_WHAT IS NEEDED_: Images are to be left out; everything else in the listing should be repeated exactly.

_DATASET RECORDS_:
---
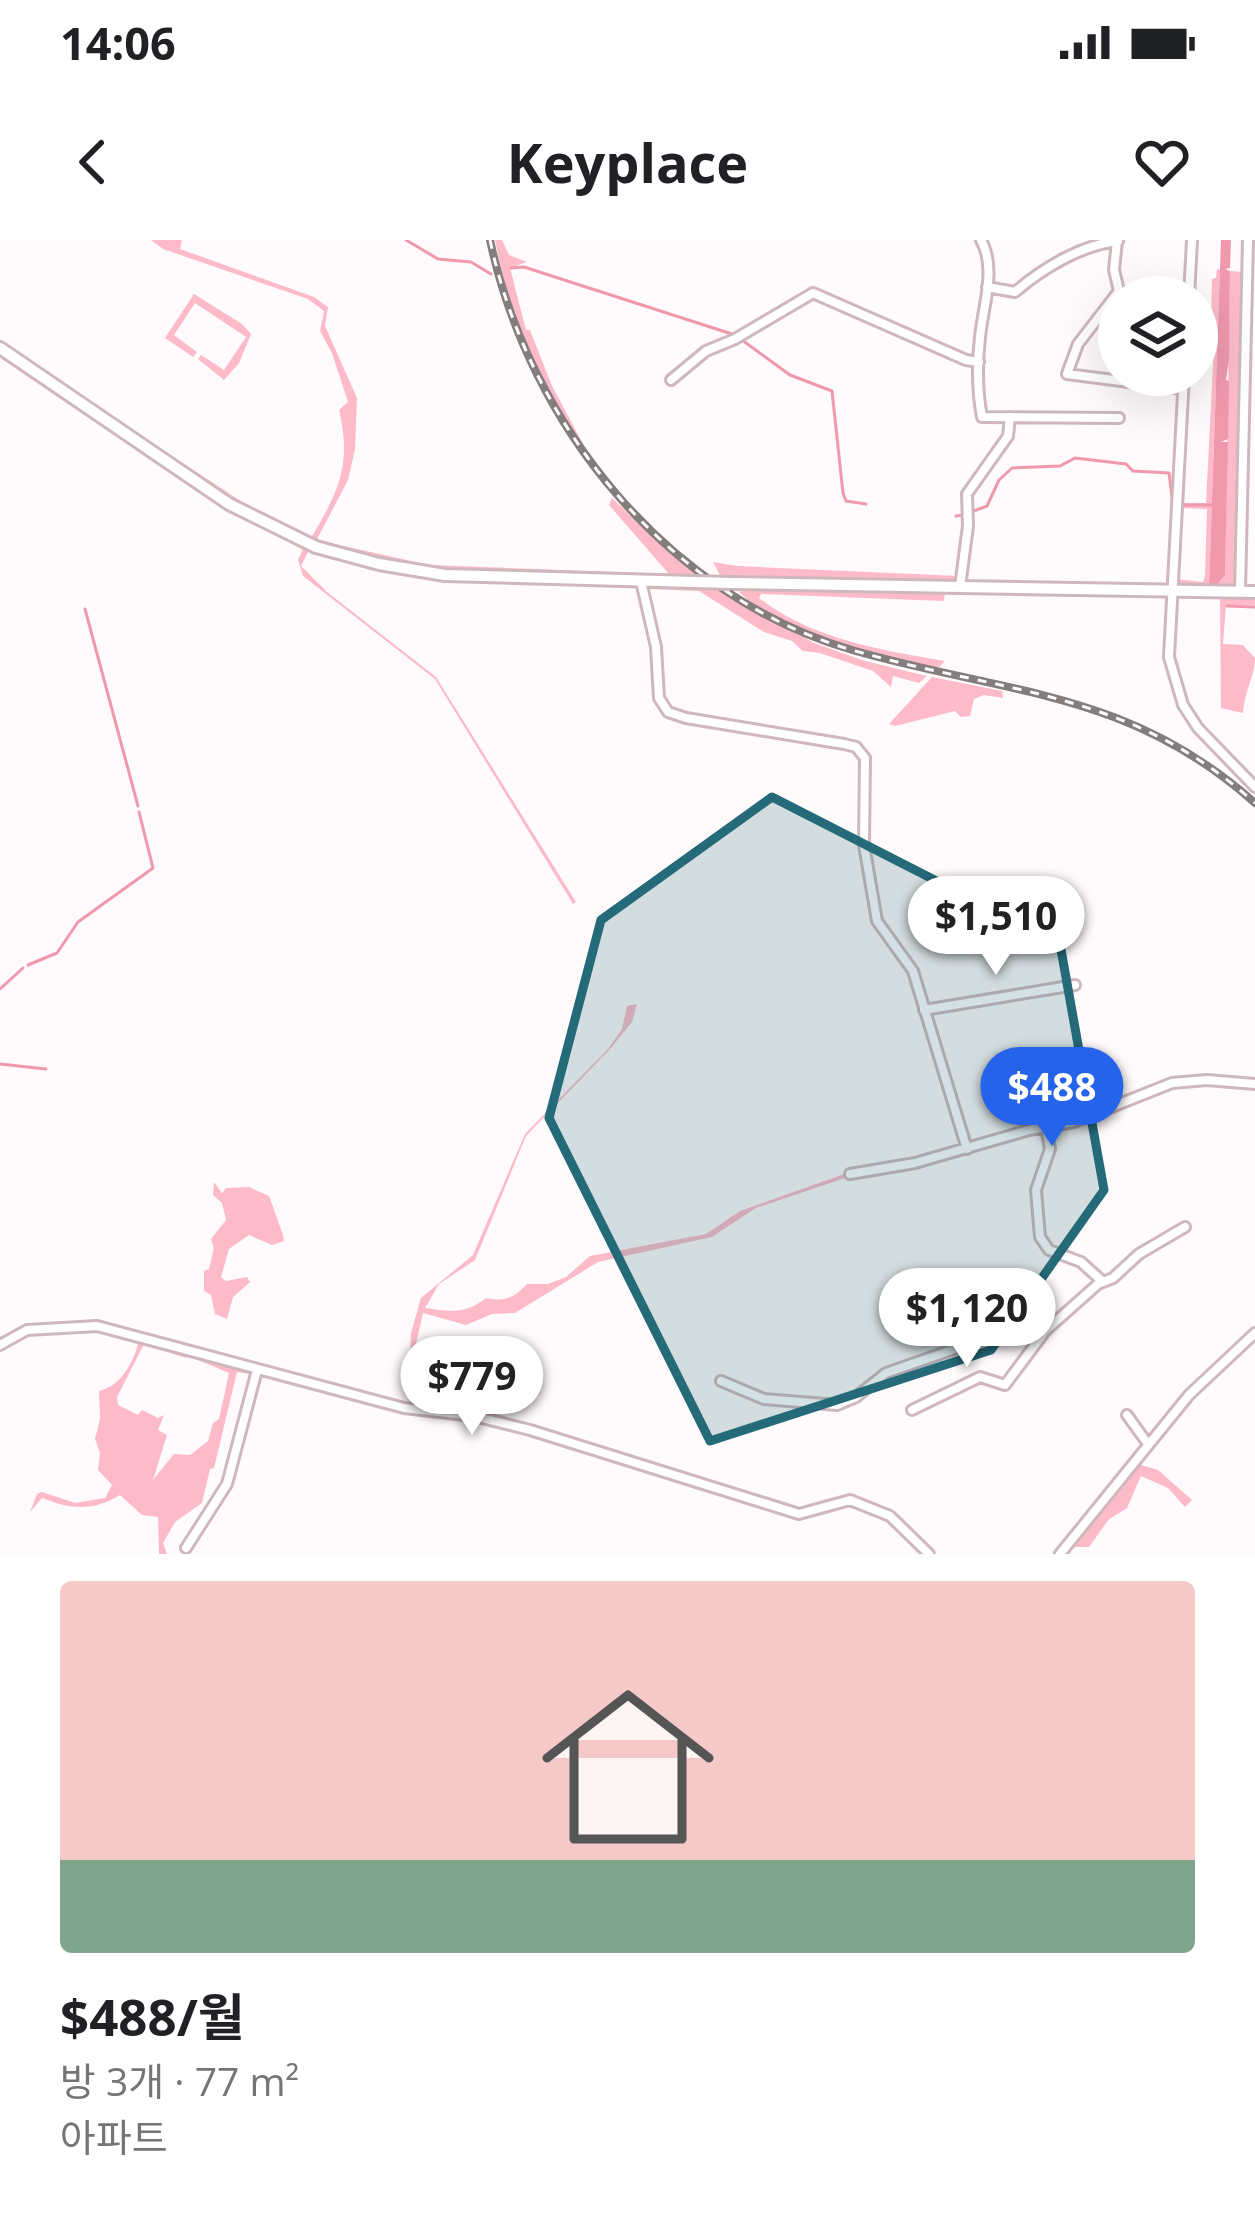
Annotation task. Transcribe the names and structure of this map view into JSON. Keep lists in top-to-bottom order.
{
  "page": {
    "status": "14:06",
    "header": "Keyplace",
    "price": [
      "$1,510",
      "$488",
      "$1,120",
      "$779"
    ],
    "list": [
      {
        "name": "$488/월",
        "note": "방 3개 · 77 m² · 아파트"
      }
    ]
  }
}
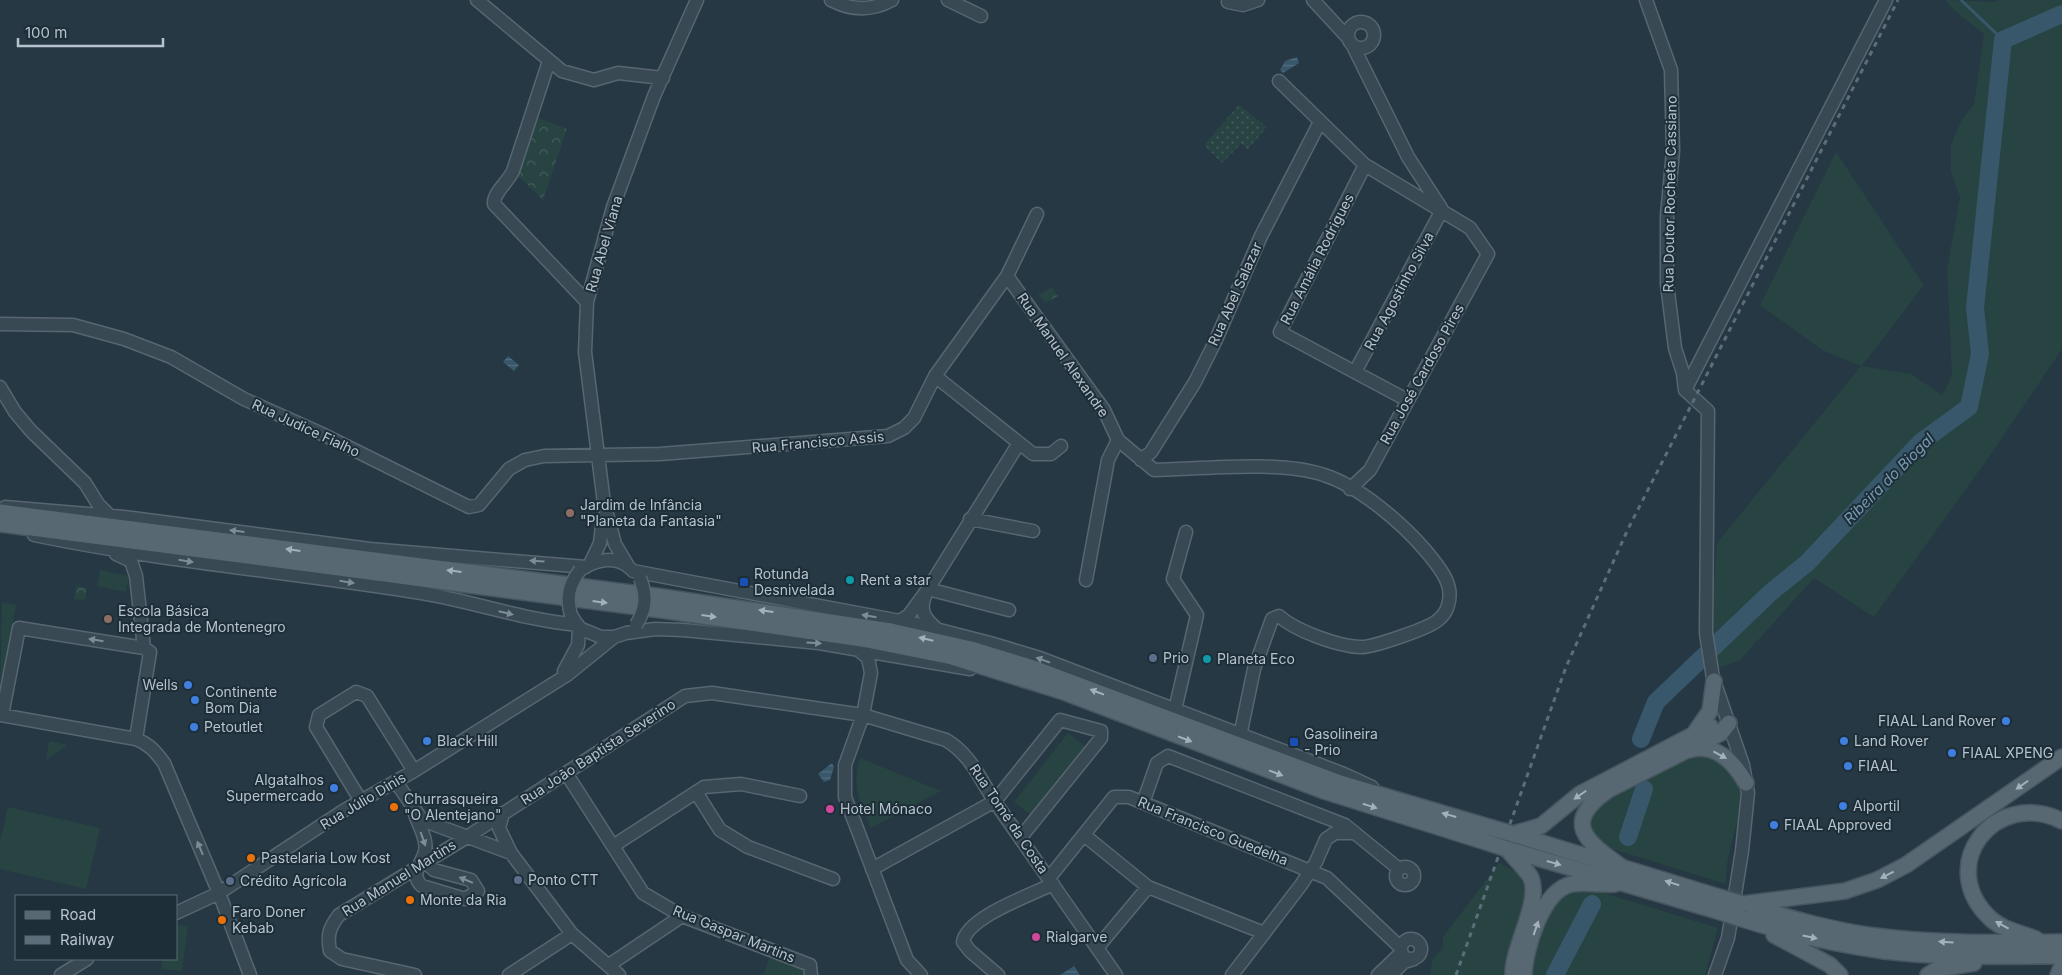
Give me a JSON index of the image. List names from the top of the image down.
{
  "streets": {
    "street": [
      "Rua Doutor Rocheta Cassiano",
      "Rua Abel Viana",
      "Rua Amália Rodrigues",
      "Rua Agostinho Silva",
      "Rua Abel Salazar",
      "Rua Manuel Alexandre",
      "Rua José Cardoso Pires",
      "Rua Judice Fialho",
      "Rua Francisco Assis",
      "Rua João Baptista Severino",
      "Rua Júlio Dinis",
      "Rua Tomé da Costa",
      "Rua Francisco Guedelha",
      "Rua Manuel Martins",
      "Rua Gaspar Martins"
    ]
  },
  "crossings": [
    ["Rua Abel Viana", "Rua Judice Fialho"],
    ["Rua Abel Viana", "Rua Francisco Assis"],
    ["Rua Abel Viana", "Rua Júlio Dinis"],
    ["Rua Amália Rodrigues", "Rua Agostinho Silva"],
    ["Rua Amália Rodrigues", "Rua José Cardoso Pires"],
    ["Rua Agostinho Silva", "Rua José Cardoso Pires"],
    ["Rua Manuel Alexandre", "Rua Francisco Assis"],
    ["Rua Judice Fialho", "Rua Francisco Assis"],
    ["Rua João Baptista Severino", "Rua Tomé da Costa"],
    ["Rua João Baptista Severino", "Rua Manuel Martins"],
    ["Rua João Baptista Severino", "Rua Gaspar Martins"],
    ["Rua Tomé da Costa", "Rua Francisco Guedelha"]
  ],
  "water": ["Ribeira do Biogal"],
  "places": {
    "other": [
      "Jardim de Infância \"Planeta da Fantasia\"",
      "Rent a star",
      "Escola Básica Integrada de Montenegro",
      "Prio",
      "Planeta Eco",
      "Wells",
      "Continente Bom Dia",
      "FIAAL Land Rover",
      "Petoutlet",
      "Black Hill",
      "Land Rover",
      "FIAAL XPENG",
      "FIAAL",
      "Algatalhos Supermercado",
      "Alportil",
      "Churrasqueira \"O Alentejano\"",
      "Hotel Mónaco",
      "FIAAL Approved",
      "Pastelaria Low Kost",
      "Ponto CTT",
      "Crédito Agrícola",
      "Monte da Ria",
      "Faro Doner Kebab",
      "Rialgarve"
    ],
    "transit": ["Rotunda Desnivelada", "Gasolineira - Prio"]
  },
  "legend": ["Road", "Railway"],
  "scale_bar": "100 m"
}
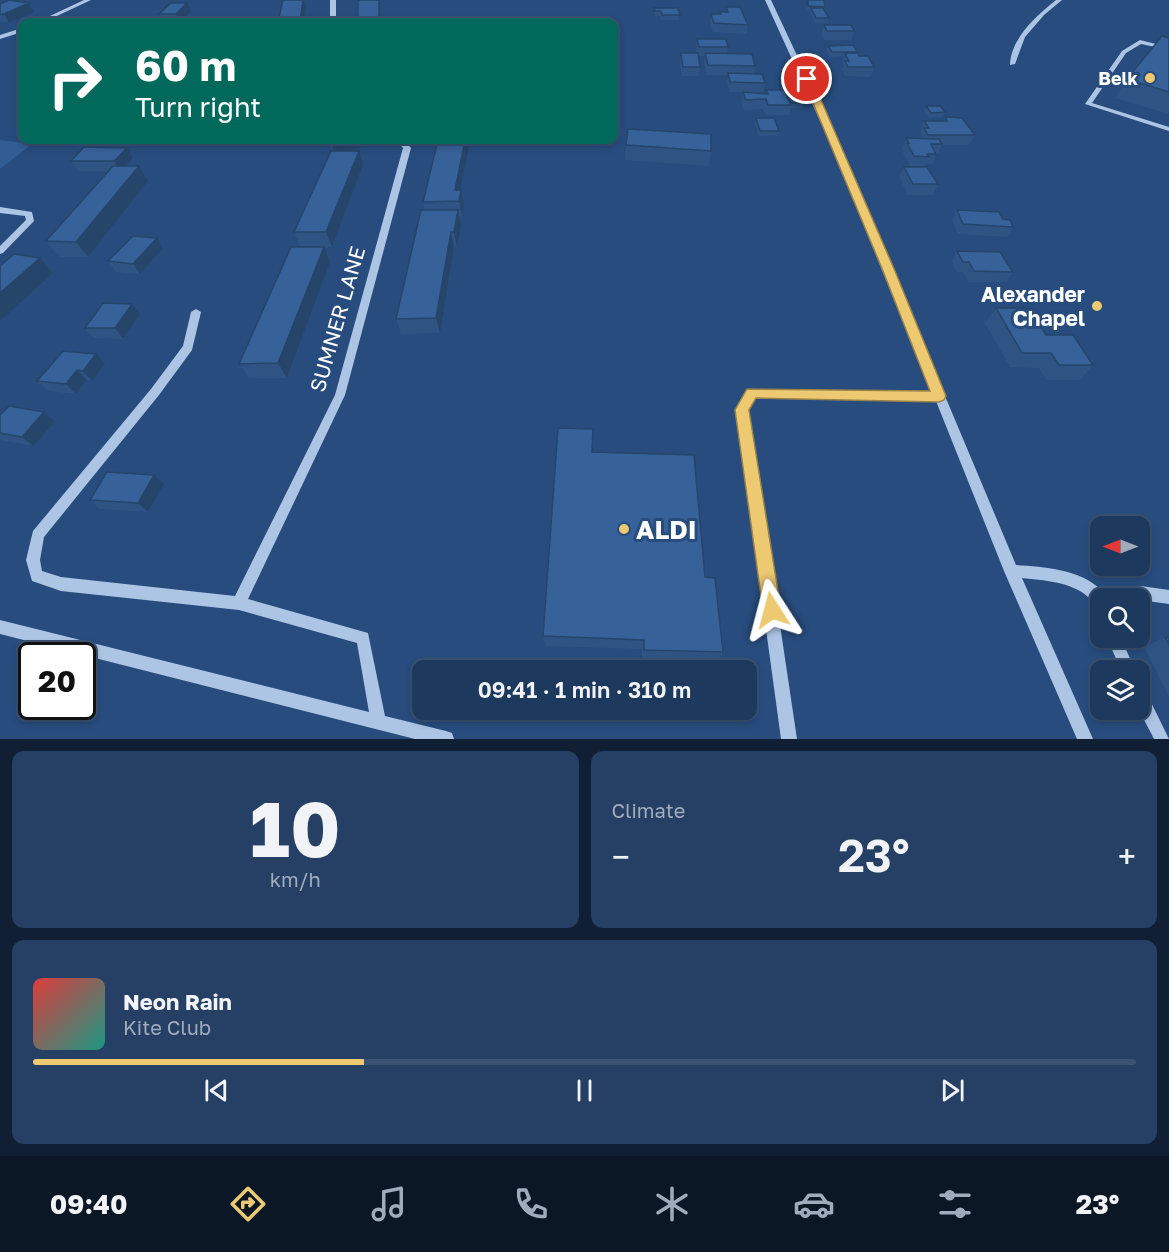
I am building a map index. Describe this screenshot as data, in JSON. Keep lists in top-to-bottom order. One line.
{"streets":{"street":["SUMNER LANE"]},"places":["Belk","Alexander Chapel","ALDI"],"north":"left","page":{"turn":["60 m","Turn right"],"limit":"20","trip":"09:41 · 1 min · 310 m","tile":[["10","km/h"],"Climate"],"heat":["−","23°","+"],"song":["Neon Rain","Kite Club"],"tabs":["09:40","23°"]}}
---
_TASK ANSWER_:
Annotation task. Transcribe the names and structure of this map view into JSON. Keep lists in top-to-bottom order.
{
  "page": {
    "status": "14:06",
    "header": "Keyplace",
    "price": [
      "$1,510",
      "$488",
      "$1,120",
      "$779"
    ],
    "list": [
      {
        "name": "$488/월",
        "note": "방 3개 · 77 m² · 아파트"
      }
    ]
  }
}
Give me a JSON index of the image. List names from the top of the image down.
{
  "streets": {
    "street": [
      "Rua Doutor Rocheta Cassiano",
      "Rua Abel Viana",
      "Rua Amália Rodrigues",
      "Rua Agostinho Silva",
      "Rua Abel Salazar",
      "Rua Manuel Alexandre",
      "Rua José Cardoso Pires",
      "Rua Judice Fialho",
      "Rua Francisco Assis",
      "Rua João Baptista Severino",
      "Rua Júlio Dinis",
      "Rua Tomé da Costa",
      "Rua Francisco Guedelha",
      "Rua Manuel Martins",
      "Rua Gaspar Martins"
    ]
  },
  "crossings": [
    ["Rua Abel Viana", "Rua Judice Fialho"],
    ["Rua Abel Viana", "Rua Francisco Assis"],
    ["Rua Abel Viana", "Rua Júlio Dinis"],
    ["Rua Amália Rodrigues", "Rua Agostinho Silva"],
    ["Rua Amália Rodrigues", "Rua José Cardoso Pires"],
    ["Rua Agostinho Silva", "Rua José Cardoso Pires"],
    ["Rua Manuel Alexandre", "Rua Francisco Assis"],
    ["Rua Judice Fialho", "Rua Francisco Assis"],
    ["Rua João Baptista Severino", "Rua Tomé da Costa"],
    ["Rua João Baptista Severino", "Rua Manuel Martins"],
    ["Rua João Baptista Severino", "Rua Gaspar Martins"],
    ["Rua Tomé da Costa", "Rua Francisco Guedelha"]
  ],
  "water": ["Ribeira do Biogal"],
  "places": {
    "other": [
      "Jardim de Infância \"Planeta da Fantasia\"",
      "Rent a star",
      "Escola Básica Integrada de Montenegro",
      "Prio",
      "Planeta Eco",
      "Wells",
      "Continente Bom Dia",
      "FIAAL Land Rover",
      "Petoutlet",
      "Black Hill",
      "Land Rover",
      "FIAAL XPENG",
      "FIAAL",
      "Algatalhos Supermercado",
      "Alportil",
      "Churrasqueira \"O Alentejano\"",
      "Hotel Mónaco",
      "FIAAL Approved",
      "Pastelaria Low Kost",
      "Ponto CTT",
      "Crédito Agrícola",
      "Monte da Ria",
      "Faro Doner Kebab",
      "Rialgarve"
    ],
    "transit": ["Rotunda Desnivelada", "Gasolineira - Prio"]
  },
  "legend": ["Road", "Railway"],
  "scale_bar": "100 m"
}
I am building a map index. Describe this screenshot as data, in JSON. Keep lists in top-to-bottom order. One line.
{"streets":{"street":["SUMNER LANE"]},"places":["Belk","Alexander Chapel","ALDI"],"north":"left","page":{"turn":["60 m","Turn right"],"limit":"20","trip":"09:41 · 1 min · 310 m","tile":[["10","km/h"],"Climate"],"heat":["−","23°","+"],"song":["Neon Rain","Kite Club"],"tabs":["09:40","23°"]}}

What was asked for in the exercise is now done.